Bugün yavaş yavaş bazı oyuncular alt yapıdan kendini yetiştirerek göstermeye başladı. Bunların kimisi gerek medyanın, gerekse taraftarın tabiri caizse şımartması ile beklenen yerlere gelemedi. Salih Uçan, Emre Çolak, Sinan Gümüş gibi. Bir de bunlara karşılık aldığı bütün övgüleri kenara bırakarak işine odaklanan, yoluna bakan, kaybetmekten ve çalışmaktan korkmayanlar var. Cengiz Ünder, Enes Ünal gibi.
Allex Telles Galatasaray'a geldiğinde Türk ve Brezilya medyası, antrönörleri potansiyeline övgüler yağdırmıştı. Aynı şekilde Bruma Galatasaray'a geldiğinde birazda bonsver ücretinden dolayı çok konuşulmuştu. Telles'in takımdan ayrılana kadar, Bruma'da kiralık gidip kendini geliştirene kadar potansiyeli olduğu söylenirdi ama gerektiği değeri görmeyen oyunculardı. Burada önemli olan her iki oyuncunun da takımdan ayrıldıkları yıl yeteneklerinde patlama yapmalarıdır.

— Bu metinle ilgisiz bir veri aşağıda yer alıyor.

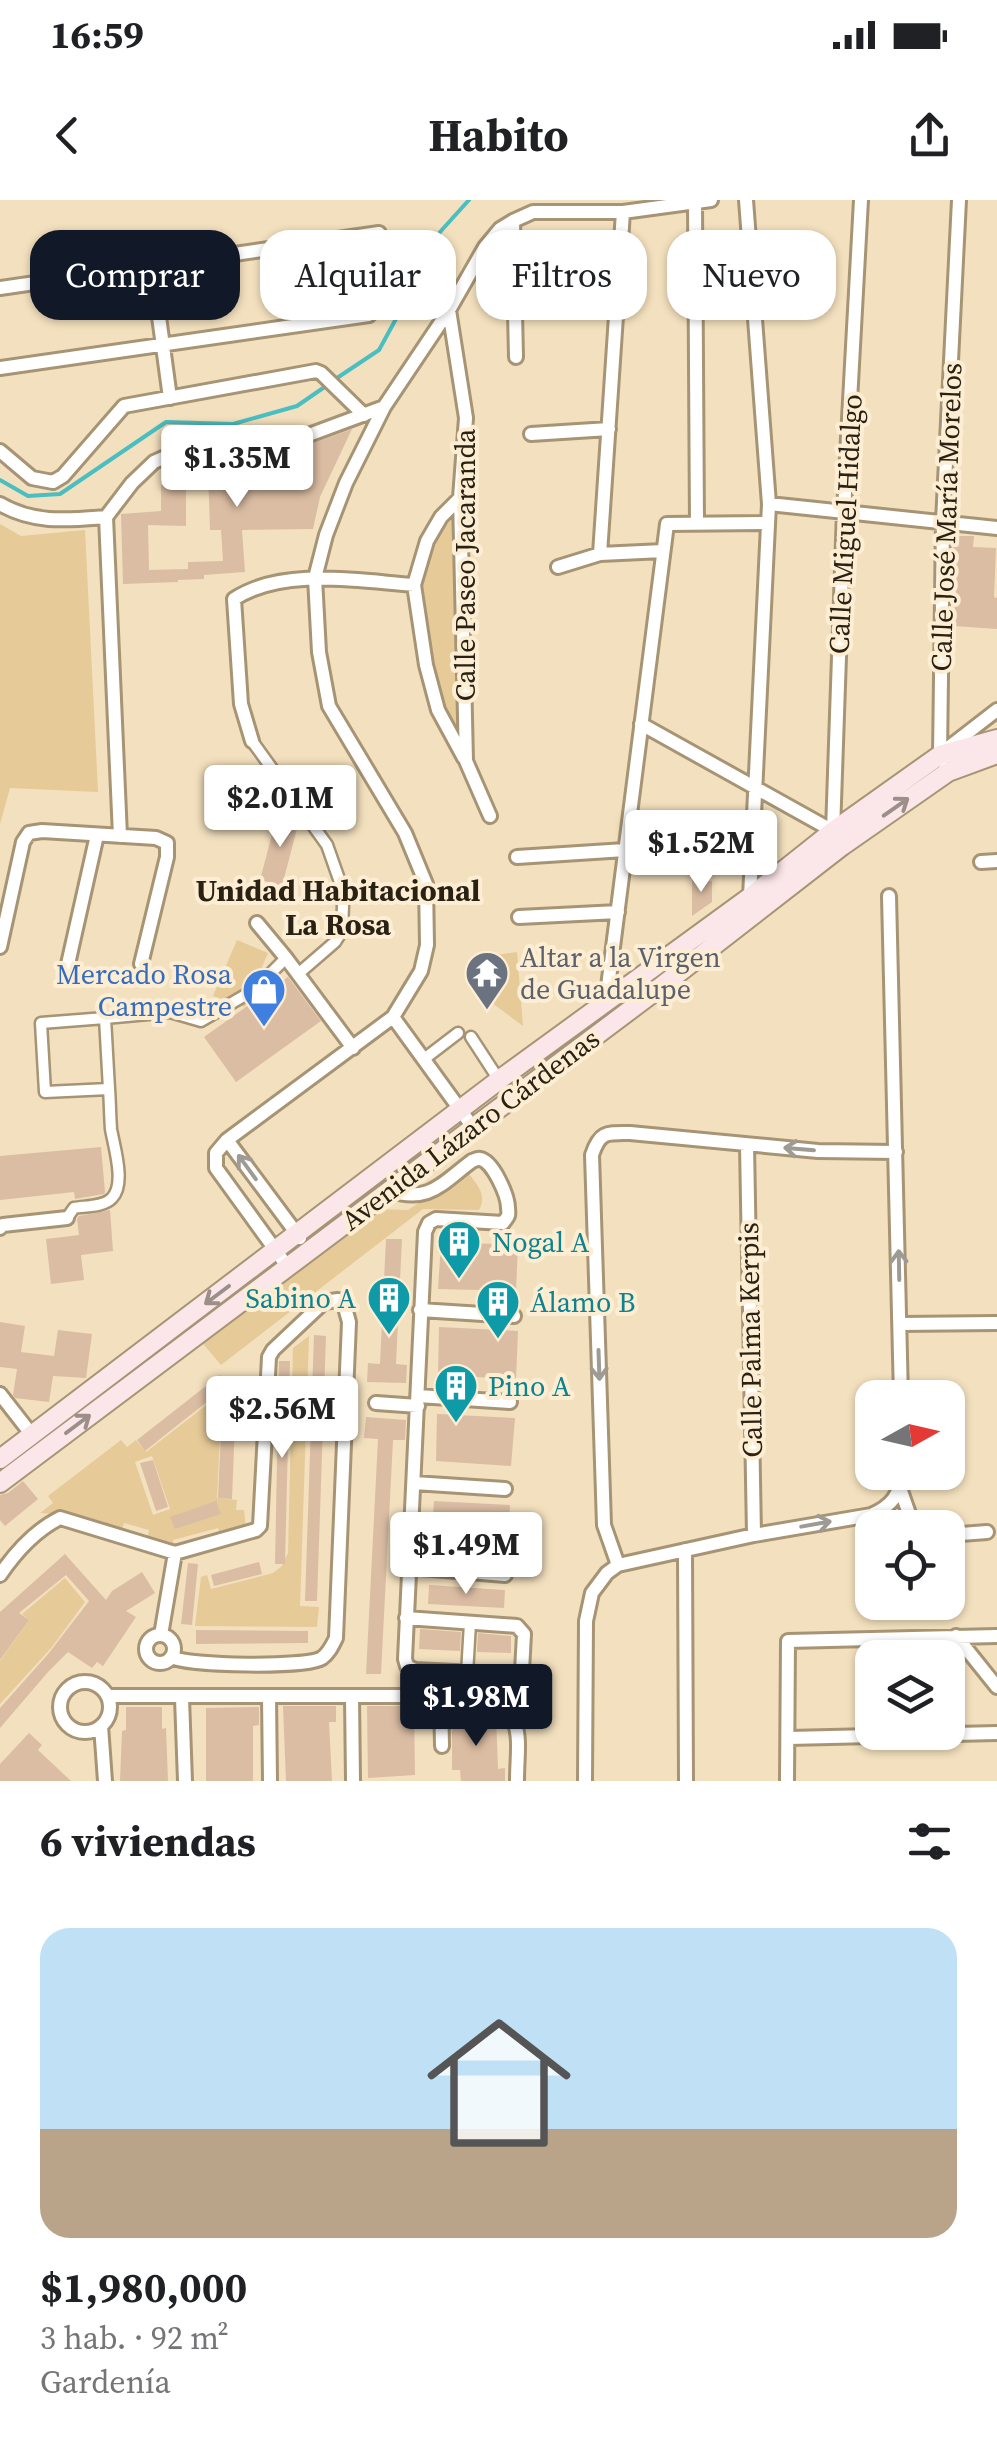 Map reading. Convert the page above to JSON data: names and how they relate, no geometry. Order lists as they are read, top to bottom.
{
  "streets": {
    "main road": ["Avenida Lázaro Cárdenas"],
    "street": [
      "Calle José María Morelos",
      "Calle Miguel Hidalgo",
      "Calle Paseo Jacaranda",
      "Calle Palma Kerpis"
    ]
  },
  "crossings": [
    ["Calle José María Morelos", "Avenida Lázaro Cárdenas"],
    ["Calle Miguel Hidalgo", "Avenida Lázaro Cárdenas"]
  ],
  "districts": ["Unidad Habitacional La Rosa"],
  "places": {
    "temple": ["Altar a la Virgen de Guadalupe"],
    "shop": ["Mercado Rosa Campestre"],
    "building": [
      "Nogal A",
      "Sabino A",
      "Álamo B",
      "Pino A"
    ]
  },
  "north": "right",
  "page": {
    "status": "16:59",
    "header": "Habito",
    "chip": [
      "Comprar",
      "Alquilar",
      "Filtros",
      "Nuevo"
    ],
    "price": [
      "$1.35M",
      "$2.01M",
      "$1.52M",
      "$2.56M",
      "$1.49M",
      "$1.98M"
    ],
    "heading": "6 viviendas",
    "list": [
      {
        "name": "$1,980,000",
        "note": "3 hab. · 92 m² · Gardenía"
      }
    ]
  }
} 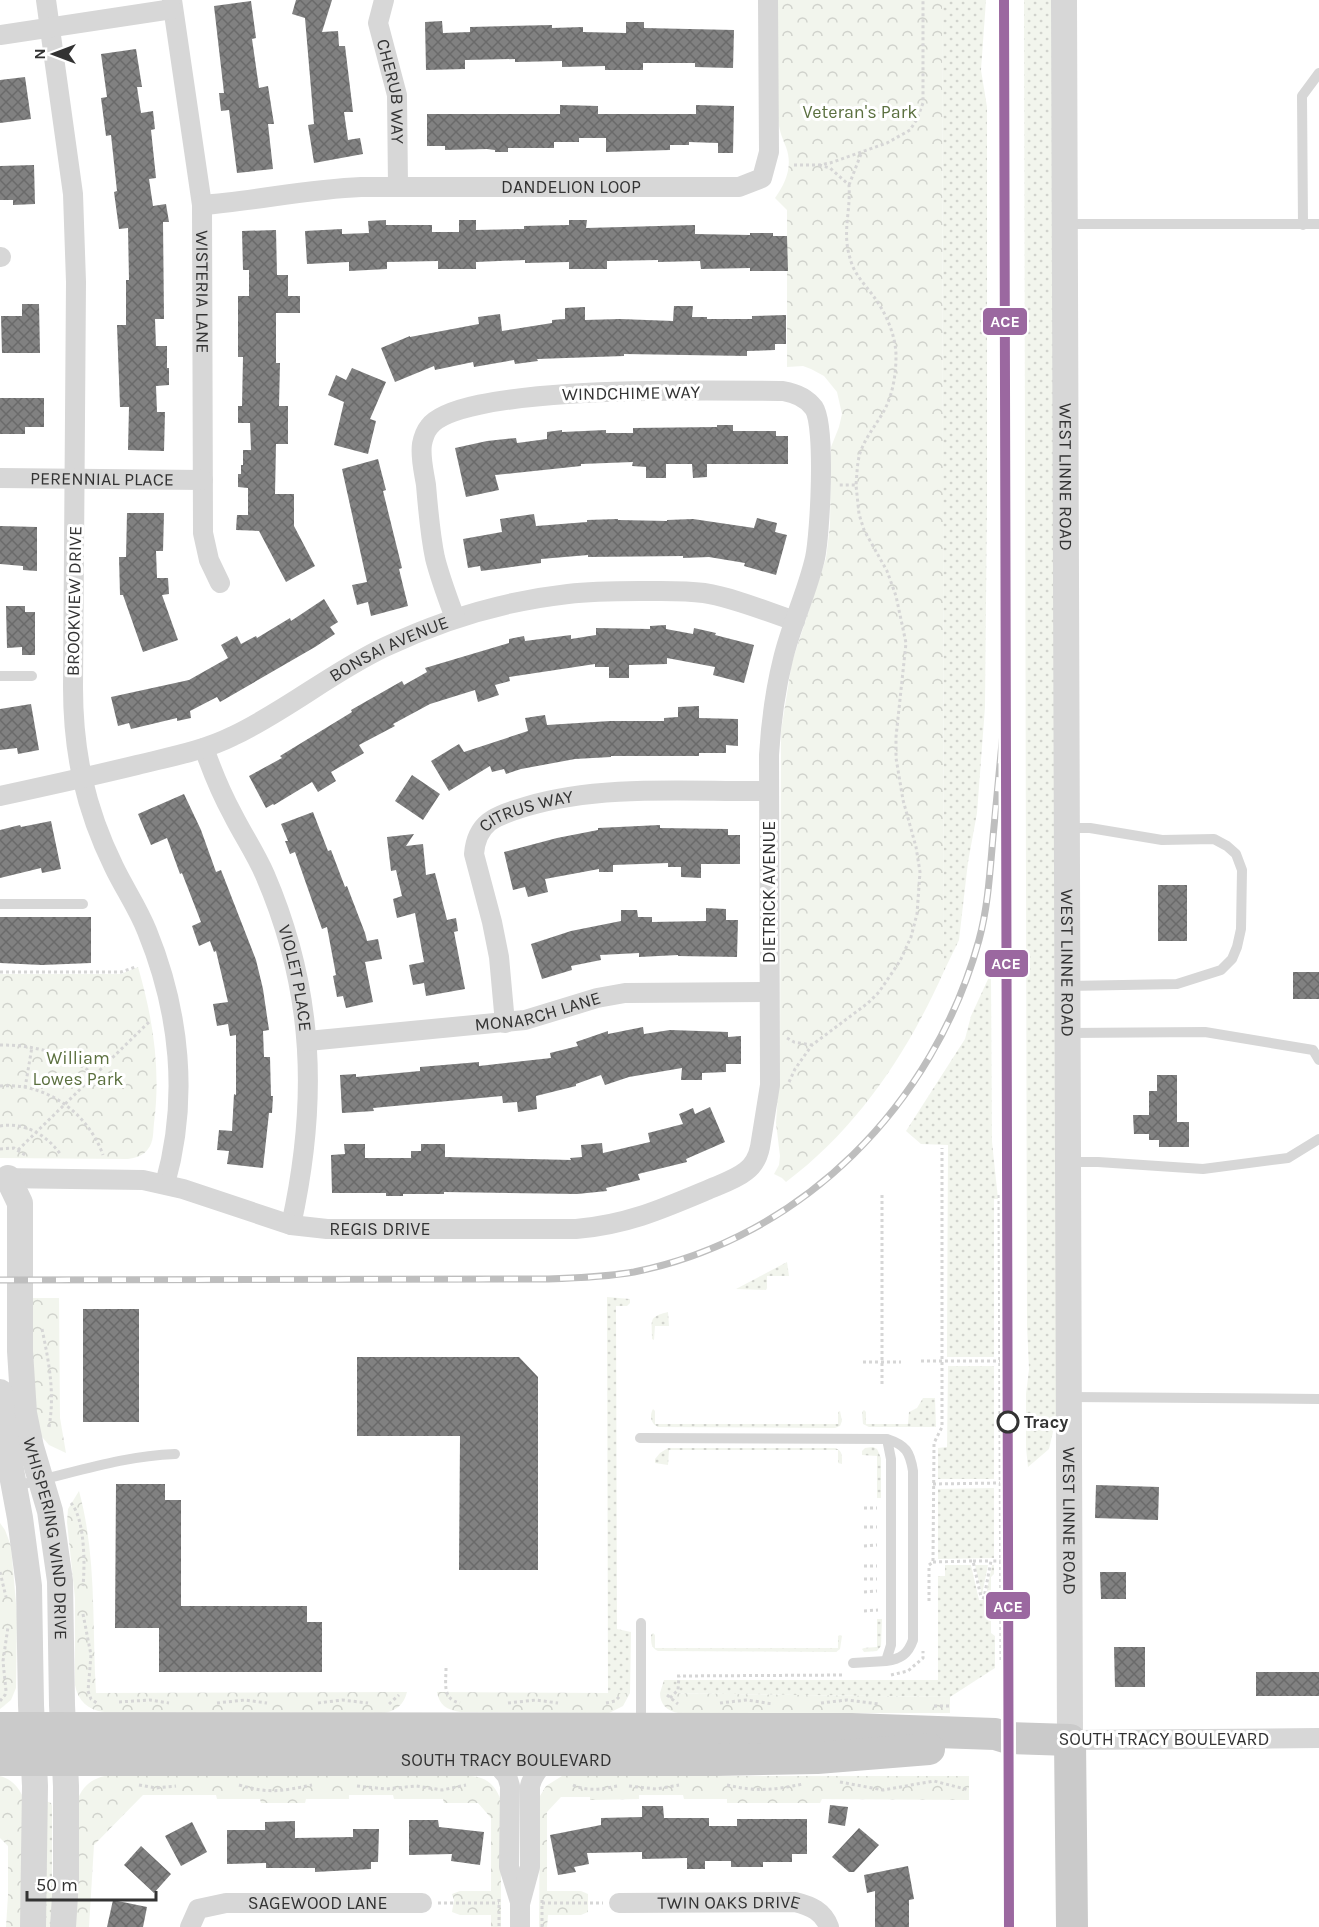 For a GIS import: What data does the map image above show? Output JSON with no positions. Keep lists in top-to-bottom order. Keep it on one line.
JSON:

Peki Türk futbolunun içinde bulunan yöneticiler, antrönörler bunun sebebini hiç düşünmüş müdür? Neden Türk kulüpleri bu tarz oyuncuları değerinin altında satarken Avrupa kulüpleri sadece 1 yıl sonra çok daha fazlasını kazanmaktadır? Bugün buna çözüm üreten ve bunun için çalışan bir kulüp var ve o külübe Altınordu'ya Türk futbolunun geleceği için teşekkür edip diğer kulüplere örnek gösterilmelidir. Mustafa Kemal'in "Ben sporcunun zeki,çevik ve ahlaklısını severim." sözlerini yaşattıkları için tebrik etmek gerekir.
Sadece konuşarak, daha fazla para ödeyerek ya da binalar yaparak bu işin olmayacağını başta kulübüm ve tüm Türk kulüplerine iletmek gerekmetir.